Recently, Saul Rosnoff, MD, a gastroenterologist in Los Angeles, asked, What supplies, instruments and facility charges can I bill private insurers when performing endoscopies and colonoscopies in the office? We do bill for a surgical tray (code A4550 or 99070), however, the reimbursement for these codes does not cover our costs.
The Correct Coding Initiative (CCI) states that all services integral to accomplishing a procedure will be considered included in that procedure and, therefore will be considered a component and part of the comprehensive code.
CCI specifically notes that certain generic services are integral to a standard medical/surgical service and thus are not reimbursable separately. These include:
- insertion of intravenous access for medication;
- sedative administration by the physician performing the procedure (conscious sedation);
- surgical supplies, unless accepted by existing Health care Financing Administration (HCFA) policy; and
- endoscopic procedures reimbursed by Medicare.
But this CCI policy does not apply to several endoscopic procedures, including upper gastrointestinal endoscopies (43234-43259), that have an applicable supply code, which can be billed separately if the procedure is performed in an office setting, says Susan Callaway-Stradley, CPC, CCS-P, an independent coding consultant and educator in North Augusta, S.C. When Medicare was setting the professional fees for these procedures, it did not take into account the cost of supplies that the gastroenterologist would incur because these services typically are performed in an outpatient hospital setting.

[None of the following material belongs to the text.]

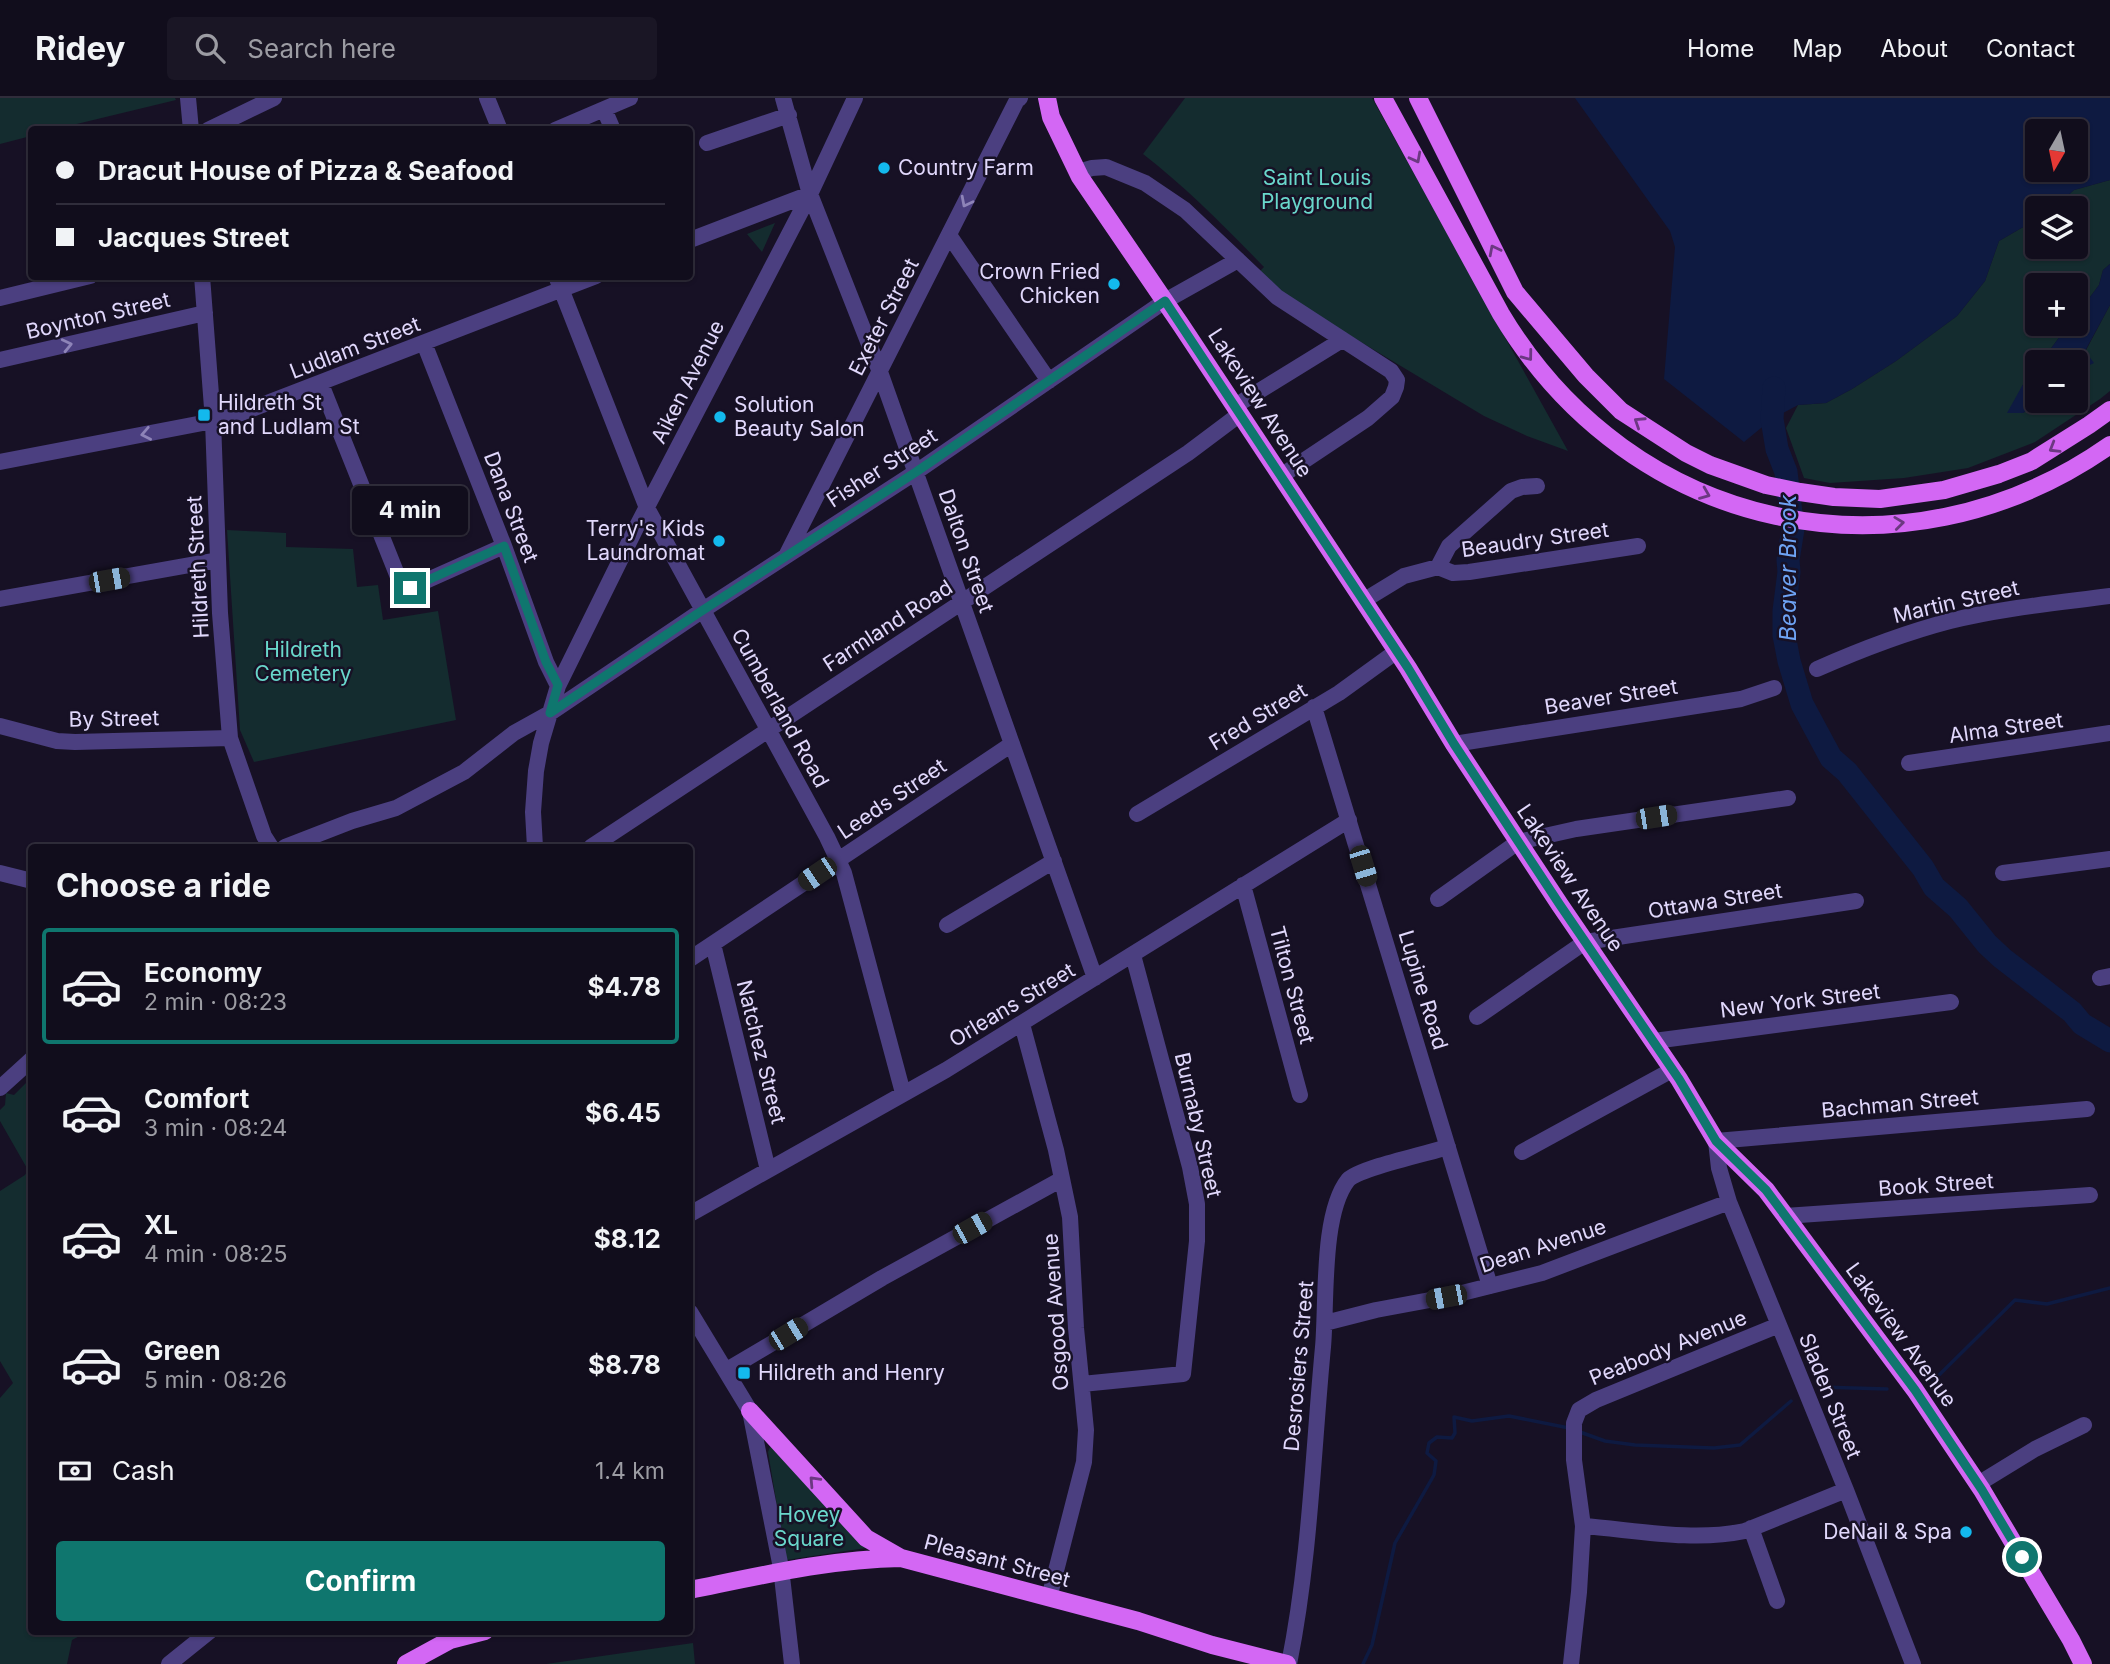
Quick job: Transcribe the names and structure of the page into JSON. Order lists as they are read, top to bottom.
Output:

Gastroenterologists also may bill for the drugs used for conscious sedation. Although Medicare doesnt reimburse for the administration of conscious sedation, Terry Fletcher, CPC, CCS-P, a healthcare coding consultant in Laguna Beach, Calif., has seen her California clients get paid for drugs such as Versed or Demerol. The HCPCS code for each sedative used should be added to the claim, she recommends.
Editors note: For more on the billing of conscious sedation to private insurers, please refer to the December 1999 Gastroenterology Coding Alert article Get Reimbursed for Conscious Sedation From Private Insurers on page 29.
Private Insurers May Pay for Supplies
Although Medicare does not provide extra reimbursement for services and supplies that are an integral part of the procedure, some private insurers will. The CPT code for a surgical tray (99070) states that these are for supplies and materials provided by the gastroenterologist over and above those usually included with the office visit, Callaway-Stradley points out.
Margaret Stewart, billing supervisor for the Metro-politan Gastroenterology Group, an eight-physician practice in Washington, D.C., has found that some private insurers will reimburse for surgical supplies. In her practice, flexible sigmoidoscopy is the only endoscopic procedure done in an office setting, and she uses code 99070 to bill private insurers for a surgical tray in addition to the procedure itself.
Some commercial insurers will pay for a surgical tray, says Stewart. She estimates the actual reimbursement is approximately 75 percent of what the
gastroenterologist bills.
Discuss With Each Insurer
Another approach that Callaway-Stradley recommends to her clients is to establish good communications with the top five insurance companies in your practice and any with which you have major contracts. Ask them if they pay for supplies and how they want them billed, she explains. And if you find that youre losing money because of the supplies, then you might want to consider not working with those companies.